Hiya,
I have a small problem I need to solve and I haven't found an elegant solution which leads me to believe I am missing something.
I have created a generic class, lets call it "MyClass<T>" I want it to store different Enums that I've defined as type T. I want to be able to cast the type T to a UInt16 (ushort) and also take a UInt16 and cast it back to type T.
Example:
public enum MyEnum { This, Is, A, Test } public class MyClass<T> { private T m_EnumValue; public MyClass(T enumValue) { m_EnumValue = enumValue; } public void Start() { UInt16 temp = (UInt16)m_EnumValue; T value = (T)temp; } } static void Main(string[] args) { MyClass<MyEnum> temp = new MyClass<MyEnum>(MyEnum.This); a.Start(); } |
I know I can use the cosntraint "where T: IConvertable" to allow conversion to UInt16 but I don't need it to be convertable to all the other value types that IConvertable supports and it doesn't solve the converting back to type T from UInt16. Is there not a way to specify that a generic type is of type Enum or can be converted to/from a specific value type
I understand that I can perform the cast by boxing the UInt16 into an object first and then explicitly casting to type T, but this gives no indication to user programming against my class that it requires only Enums for type T.
Thanks,
Chris

Explicit Conversion to UInt16 on Generic Type using Enums
Paully_l
Perhaps you are right, I've wanted to something similar to this before, it would be immensley helpful if generics supported static constraints such as operators and casting.

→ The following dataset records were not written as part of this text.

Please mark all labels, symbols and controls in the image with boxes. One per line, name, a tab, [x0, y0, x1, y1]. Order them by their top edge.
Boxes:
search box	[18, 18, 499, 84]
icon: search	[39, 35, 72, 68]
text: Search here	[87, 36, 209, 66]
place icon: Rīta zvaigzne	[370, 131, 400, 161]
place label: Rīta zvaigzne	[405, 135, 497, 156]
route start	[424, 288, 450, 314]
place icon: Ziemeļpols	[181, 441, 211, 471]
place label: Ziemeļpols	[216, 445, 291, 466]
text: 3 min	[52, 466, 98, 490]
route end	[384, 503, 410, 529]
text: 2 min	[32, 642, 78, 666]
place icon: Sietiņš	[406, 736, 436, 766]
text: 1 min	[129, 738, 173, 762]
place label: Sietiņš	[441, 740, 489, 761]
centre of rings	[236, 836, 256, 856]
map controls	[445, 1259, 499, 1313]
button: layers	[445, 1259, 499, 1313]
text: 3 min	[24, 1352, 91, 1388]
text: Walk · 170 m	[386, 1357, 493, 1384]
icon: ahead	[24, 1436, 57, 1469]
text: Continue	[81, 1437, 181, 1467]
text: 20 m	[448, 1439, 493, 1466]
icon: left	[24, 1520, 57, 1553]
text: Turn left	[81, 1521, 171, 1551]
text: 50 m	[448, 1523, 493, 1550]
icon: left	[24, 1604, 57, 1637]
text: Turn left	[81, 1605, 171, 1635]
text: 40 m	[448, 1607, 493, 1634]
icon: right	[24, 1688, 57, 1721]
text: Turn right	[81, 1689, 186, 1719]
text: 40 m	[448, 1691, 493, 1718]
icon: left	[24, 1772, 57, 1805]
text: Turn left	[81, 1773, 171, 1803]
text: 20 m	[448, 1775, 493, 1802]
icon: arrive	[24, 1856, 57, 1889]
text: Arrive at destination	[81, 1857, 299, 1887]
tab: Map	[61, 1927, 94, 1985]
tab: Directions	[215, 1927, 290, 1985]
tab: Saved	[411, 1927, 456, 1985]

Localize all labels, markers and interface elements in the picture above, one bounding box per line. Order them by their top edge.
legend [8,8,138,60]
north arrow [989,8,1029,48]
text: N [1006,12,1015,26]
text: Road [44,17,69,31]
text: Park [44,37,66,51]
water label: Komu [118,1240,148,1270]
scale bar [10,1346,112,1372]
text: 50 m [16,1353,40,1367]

Oh well, I'll go with my hacked method which using object boxing and assume *shudder* that T can be cast to UInt16 (I'll sprinkle comments all over the place
).
Chris
Dominik Ras
where
T: struct, IConvertible, IComparable<UInt16>but you don't end up with terribly pretty or efficient code. (To code your round-tripping methods, you have to resort to reflection and/or conversion to/from System.String.) You also cannot assert that the enum must be based on an UInt16 using a generic type constraint.
You may want to consider a code generation technique such as CodeSmith to solve this type of problem as Generics really don't seem to fit well.